Menyangkut Sila Pertama “Ketuhanan yang maha Esa” apakah ateis perlu diusir dari Indonesia?

Pancasila, Sila pertama butir ke 7, berbunyi “Tidak memaksakan suatu agama dan kepercayan terhadap Tuhan Yang Maha Esa kepada orang lain.” Yang secara jelas bisa dikatakan bahwa kita tak bisa memaksakan sebuah kepercayan ataupun dengan iming iming imbalan. Seberapapun orang membayar, anda tentu tak bsia begitu saja percaya bahwa sinterklas anda bukan?

Dapatkah ateis kembali beragama?

Tentu, pada umumnya para atheis bukanlah fundamentalis yang sangat yakin bahwa tuhan tidak ada. Mereka siap jika suatu sat nanti muncul bukti tak terbantahkan mengenai keberadaan Tuhan atau ketika Tuhan membiarkan dirinya dapat terdeteksi oleh manusia dengan caraNya

Seperti layaknya kita yang sulit mempercayai hal hal yang diluar nalar, pkita selalu meminta bukti yang cukup sebelum kita mempercayai seuatu cerita yang luar biasa. Demikian pula dengan atheis. Atheis menganggap bahwa keberadan Tuhan masih sebatas dongeng rumit yang tidak pernah memiliki bukti yang kuat mengenai keberadannya.

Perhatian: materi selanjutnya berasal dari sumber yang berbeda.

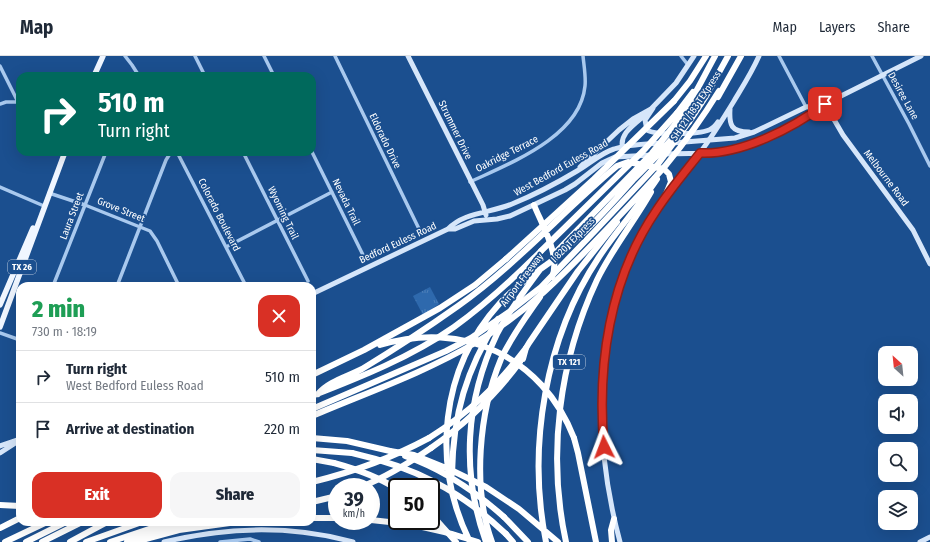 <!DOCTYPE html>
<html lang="en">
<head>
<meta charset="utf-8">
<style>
	:root { --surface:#fff; --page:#f6f6f7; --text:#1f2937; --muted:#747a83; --line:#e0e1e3; --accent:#d93025 }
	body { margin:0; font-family:"Fira Sans Condensed",sans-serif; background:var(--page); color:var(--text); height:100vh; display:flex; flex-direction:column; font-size:15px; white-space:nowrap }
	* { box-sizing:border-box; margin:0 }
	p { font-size:13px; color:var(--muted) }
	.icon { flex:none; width:22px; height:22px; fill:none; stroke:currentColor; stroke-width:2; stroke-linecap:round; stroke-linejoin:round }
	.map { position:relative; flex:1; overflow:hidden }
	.details { position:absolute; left:16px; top:226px; width:300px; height:244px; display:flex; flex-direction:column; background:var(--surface); border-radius:12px; box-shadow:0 4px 16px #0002 }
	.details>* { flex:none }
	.guide { position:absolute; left:16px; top:16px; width:300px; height:84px; border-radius:12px; box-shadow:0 4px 16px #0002; background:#00695c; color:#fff; overflow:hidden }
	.needle { width:26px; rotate:333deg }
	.controls { position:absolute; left:878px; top:290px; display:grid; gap:8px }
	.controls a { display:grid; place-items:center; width:40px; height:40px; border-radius:8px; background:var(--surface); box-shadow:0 4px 16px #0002; font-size:20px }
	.speed { position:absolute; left:328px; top:422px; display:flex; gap:8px; font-size:20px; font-weight:700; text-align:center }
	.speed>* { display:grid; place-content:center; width:52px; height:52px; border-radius:50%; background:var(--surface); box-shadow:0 4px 16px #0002; line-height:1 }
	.speed small { font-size:10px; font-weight:400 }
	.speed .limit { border:2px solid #111; border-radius:6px; background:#fff; color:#111 }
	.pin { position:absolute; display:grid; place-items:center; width:34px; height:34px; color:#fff; margin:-17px; border-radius:8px; box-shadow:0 2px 6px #0006 }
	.me { position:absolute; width:44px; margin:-22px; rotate:357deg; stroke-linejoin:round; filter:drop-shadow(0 0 3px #0008) }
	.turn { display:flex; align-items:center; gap:14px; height:84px; padding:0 16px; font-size:18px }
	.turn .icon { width:52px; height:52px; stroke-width:2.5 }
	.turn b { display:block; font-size:28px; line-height:34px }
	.round { display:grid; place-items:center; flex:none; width:42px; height:42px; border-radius:12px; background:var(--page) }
	.headline { display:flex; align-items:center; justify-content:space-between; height:68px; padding:0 16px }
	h1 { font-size:24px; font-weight:800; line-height:30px; color:#1e9e55 }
	.action { display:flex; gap:8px; margin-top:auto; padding:8px 16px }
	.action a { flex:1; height:46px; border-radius:12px; background:var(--accent); color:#fff; font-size:16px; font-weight:800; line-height:46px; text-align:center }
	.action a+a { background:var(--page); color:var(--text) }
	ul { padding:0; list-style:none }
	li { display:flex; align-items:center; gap:12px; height:52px; padding:0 16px; border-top:1px solid var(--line) }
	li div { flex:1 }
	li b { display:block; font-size:15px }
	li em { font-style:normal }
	header { display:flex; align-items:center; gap:24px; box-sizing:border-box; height:56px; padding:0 20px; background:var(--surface); border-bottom:1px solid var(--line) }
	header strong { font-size:19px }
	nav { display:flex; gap:22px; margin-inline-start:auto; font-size:14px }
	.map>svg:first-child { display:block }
</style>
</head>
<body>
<header>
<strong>Map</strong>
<nav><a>Map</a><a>Layers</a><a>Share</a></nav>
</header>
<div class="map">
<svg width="930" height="486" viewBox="0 0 930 486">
	<defs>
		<pattern id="grass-tufts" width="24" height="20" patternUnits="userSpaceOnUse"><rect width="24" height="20" fill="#2e69ad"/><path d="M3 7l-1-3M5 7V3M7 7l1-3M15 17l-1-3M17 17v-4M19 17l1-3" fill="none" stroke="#4d80b9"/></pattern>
	</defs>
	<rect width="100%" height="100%" fill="#1b4f8f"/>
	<path fill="url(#grass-tufts)" d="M430,231L439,248L423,259L413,240Z"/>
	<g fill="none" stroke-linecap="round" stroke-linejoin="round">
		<path stroke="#a9c9ee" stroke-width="3.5" d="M125,0L132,9L139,20
			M195,0L205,20
			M264,0L274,20
			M335,0L421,177
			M681,0L688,9
			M779,0L806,51
			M872,0L909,68L930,110
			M0,10L18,46
			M0,48L6,46H19
			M177,96L246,230
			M243,96L308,225
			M312,96L365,203
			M470,126C510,107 580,81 585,30C586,21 584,10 583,0
			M0,131L44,150
			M49,137L85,149L150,175L157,185L179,230
			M226,191L332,136
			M53,230L106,96
			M117,230L166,104L171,96
			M0,277L20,284
			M220,486L250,483L259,486"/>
		<path stroke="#d6e6fa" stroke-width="5" d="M408,0L483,149L486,159
			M825,48L843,79L913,174L930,208
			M653,52L645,64L647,74C656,80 699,78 709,74C712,73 716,69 718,66
			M730,53C729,69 731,76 749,76
			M672,87L735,82L754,76L806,51L823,49
			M623,93C618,78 635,68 645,59
			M664,98L715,97L735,94L745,90L783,74L810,59L825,48L921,0
			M580,111L619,74L633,63L651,53L676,27L694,0
			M448,173C464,156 491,157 512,148C534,139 557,127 577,115C589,108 601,97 614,93C629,88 646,88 662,87
			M312,238L448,173H455L474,165L497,163L510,160L565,134L575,128L602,107L615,101L652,99
			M0,390L17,384
			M0,397L20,384
			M164,486C226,471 291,469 353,486
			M620,486C591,378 592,253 655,156C668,136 685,118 699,98C712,81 723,63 734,45C743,30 752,16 759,0
			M920,486L930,481"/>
		<path stroke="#f0f6ff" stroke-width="5.5" d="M94,20L103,0
			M0,249L33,172
			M0,271L65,96"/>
		<path stroke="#fff" stroke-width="6" d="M718,41L741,0
			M674,45L690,25L706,0
			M677,57L693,36
			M681,61C694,41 704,20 715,0
			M689,66L706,40L728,0
			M534,149C542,169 561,200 552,221
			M523,303L526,292L529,287L578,215L617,166
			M312,319L364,294L440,252L475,229L506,203
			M318,338C329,325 347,321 362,313C395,293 427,272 458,250C516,209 563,155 617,110L628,106L664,113L669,118L671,126L664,143
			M312,340C361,321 411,301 454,271C486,248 514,222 541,195
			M312,382L347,385L390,395
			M574,382L578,397L596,486
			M312,394L352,397
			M312,403L334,407
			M452,418C453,358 466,314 498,263
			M312,426C353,416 392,402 429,382
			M361,431C386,421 409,407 431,392
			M312,446L337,440
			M0,449L20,450
			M431,458L456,486
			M504,461L528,486
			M312,462H337
			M0,472L20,462
			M506,478L513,486
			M5,486L47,466
			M26,486L66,466
			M42,486L82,466
			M70,486L107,466
			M86,486L142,466
			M110,486L170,466
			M127,486L156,475L193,466
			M135,486L179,474L237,466
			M486,486C461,417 465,345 497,278C508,256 524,235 539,215
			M492,486C472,432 479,356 501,303C511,281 526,261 540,241
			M566,486C547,399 559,305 597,224C612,193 634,166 651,136
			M612,486L611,474L614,463"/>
		<path stroke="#fff" stroke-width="6" d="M541,195L644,94L677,57
			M555,197L652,97L681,61
			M506,203L594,123L674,45
			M380,289C463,264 542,300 574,382
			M312,353L446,295L471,282L509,256L541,231L594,176L658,108L689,66
			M312,360C366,337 424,317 475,287C528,256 565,217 607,173C627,152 647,131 666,109C686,85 703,61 719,35
			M429,382C470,356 496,331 526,292
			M431,392C465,368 495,340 520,306
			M390,395L414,399L451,414L486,431L519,453L558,486
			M352,397C414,411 460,434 506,478
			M405,400C442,413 475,435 504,461
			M334,407C356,413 377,420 397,433
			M371,464C408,467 443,474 478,486
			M470,486C431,407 440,313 500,247C515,231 532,219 549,207C561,198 572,187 583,177C601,160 617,142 633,124C648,109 663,94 676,78C684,67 691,56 698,45
			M546,486C527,391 545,282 599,201C617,174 639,150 657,123"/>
	</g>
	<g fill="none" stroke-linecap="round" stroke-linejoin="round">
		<defs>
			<path id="route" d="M604,391C597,310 609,224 656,155C669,135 685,116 700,97C741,99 793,72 825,48"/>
		</defs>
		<use href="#route" stroke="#8d1f18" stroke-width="10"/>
		<use href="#route" stroke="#d93025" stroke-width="7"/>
	</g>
	<g text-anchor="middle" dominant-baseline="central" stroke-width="3.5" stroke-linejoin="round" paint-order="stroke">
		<g fill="#1b4f8f" stroke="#bbcadd" stroke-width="1">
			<rect x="8" y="204" width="28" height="14" rx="3"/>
			<rect x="553" y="299" width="32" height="14" rx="3"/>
		</g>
		<g font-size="9" font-weight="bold" fill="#fff">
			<text x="22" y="211">TX 26</text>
			<text x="569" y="306">TX 121</text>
		</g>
		<g font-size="10" fill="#fff" stroke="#1b4f8f">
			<text transform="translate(903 40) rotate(61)">Desiree Lane</text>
			<text transform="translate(696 50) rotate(-56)">SH 121/183 TEXpress</text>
			<text transform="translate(455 74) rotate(64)">Strummer Drive</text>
			<text transform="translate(385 85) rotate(64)">Eldorado Drive</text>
			<text transform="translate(507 98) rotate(-27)">Oakridge Terrace</text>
			<text transform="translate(561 112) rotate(-29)">West Bedford Euless Road</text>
			<text transform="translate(886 122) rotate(53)">Melbourne Road</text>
			<text transform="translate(346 146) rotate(64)">Nevada Trail</text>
			<text transform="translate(121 154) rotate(22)">Grove Street</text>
			<text transform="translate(283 157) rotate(64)">Wyoming Trail</text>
			<text transform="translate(219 159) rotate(63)">Colorado Boulevard</text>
			<text transform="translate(72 160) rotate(-69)">Laura Street</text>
			<text transform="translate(573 184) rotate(-46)">I 820 TEXpress</text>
			<text transform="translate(398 187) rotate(-25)">Bedford Euless Road</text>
			<text transform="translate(522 224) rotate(-53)">Airport Freeway</text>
		</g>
	</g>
</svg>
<div class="controls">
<a><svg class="needle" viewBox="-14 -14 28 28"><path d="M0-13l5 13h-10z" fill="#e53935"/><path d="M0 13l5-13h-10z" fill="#747a83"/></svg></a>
<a><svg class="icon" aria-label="sound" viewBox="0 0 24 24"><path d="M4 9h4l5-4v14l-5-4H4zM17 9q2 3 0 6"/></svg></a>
<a><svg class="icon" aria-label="search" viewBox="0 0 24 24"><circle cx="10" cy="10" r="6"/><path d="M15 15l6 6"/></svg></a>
<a><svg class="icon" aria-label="layers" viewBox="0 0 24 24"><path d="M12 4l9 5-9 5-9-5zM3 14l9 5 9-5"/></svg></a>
</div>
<div class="speed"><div>39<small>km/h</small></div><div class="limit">50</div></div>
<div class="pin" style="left:825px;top:48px;background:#d93025"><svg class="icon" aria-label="arrive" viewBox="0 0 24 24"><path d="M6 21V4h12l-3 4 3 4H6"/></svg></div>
<svg class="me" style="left:604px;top:391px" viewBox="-20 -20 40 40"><path d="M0-17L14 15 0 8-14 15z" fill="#d93025" stroke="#fff" stroke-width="4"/></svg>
<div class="guide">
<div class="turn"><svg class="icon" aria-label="right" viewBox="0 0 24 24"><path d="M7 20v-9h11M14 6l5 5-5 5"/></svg><div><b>510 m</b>Turn right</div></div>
</div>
<section class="details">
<div class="headline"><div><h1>2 min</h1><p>730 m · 18:19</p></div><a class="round" style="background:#d93025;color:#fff"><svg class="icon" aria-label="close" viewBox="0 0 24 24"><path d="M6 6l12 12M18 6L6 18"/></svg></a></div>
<ul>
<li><svg class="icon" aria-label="right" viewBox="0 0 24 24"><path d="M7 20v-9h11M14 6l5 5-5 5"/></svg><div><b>Turn right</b><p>West Bedford Euless Road</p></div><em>510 m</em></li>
<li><svg class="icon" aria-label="arrive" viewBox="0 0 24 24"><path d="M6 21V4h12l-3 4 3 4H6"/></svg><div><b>Arrive at destination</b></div><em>220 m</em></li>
</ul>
<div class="action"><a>Exit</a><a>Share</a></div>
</section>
</div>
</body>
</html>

Apa yang membuat seseorang menjadi ateis?

Ada berbagai macam alasan yang membawa seseorang menjadi atheis. Pada awalnya tentu saja semua orang lahir tidak beragama ataupun menyembah Tuhan tertentu, yang kemudian menganut agama yang dianut orang tua mereka. Dalam perkembangannya banyak yang menyadari bahwa kepercayaannya yang dibawa sejak kecil ternyata tidak memenuhi bukti yang cukup untuk dianggap sebagai fakta, melainkan dongeng yang sangat luar biasa sehingga seolah mampu memberikan segala jawaban mendasar tentang asal usul dan tujuan kehidupan. Para atheis pada umumnya adalah mereka yang peduli akan kebenaran dan mencarinya dengan mengedepankan objektifitas, menghidnari asumsi, dan menarik kesimpulan yang paling logis. Dengan demikian mereka mampu menganalisa secara objektif bagaimana hingga agama dan imajinasi manusia tentang Tuhan muncul.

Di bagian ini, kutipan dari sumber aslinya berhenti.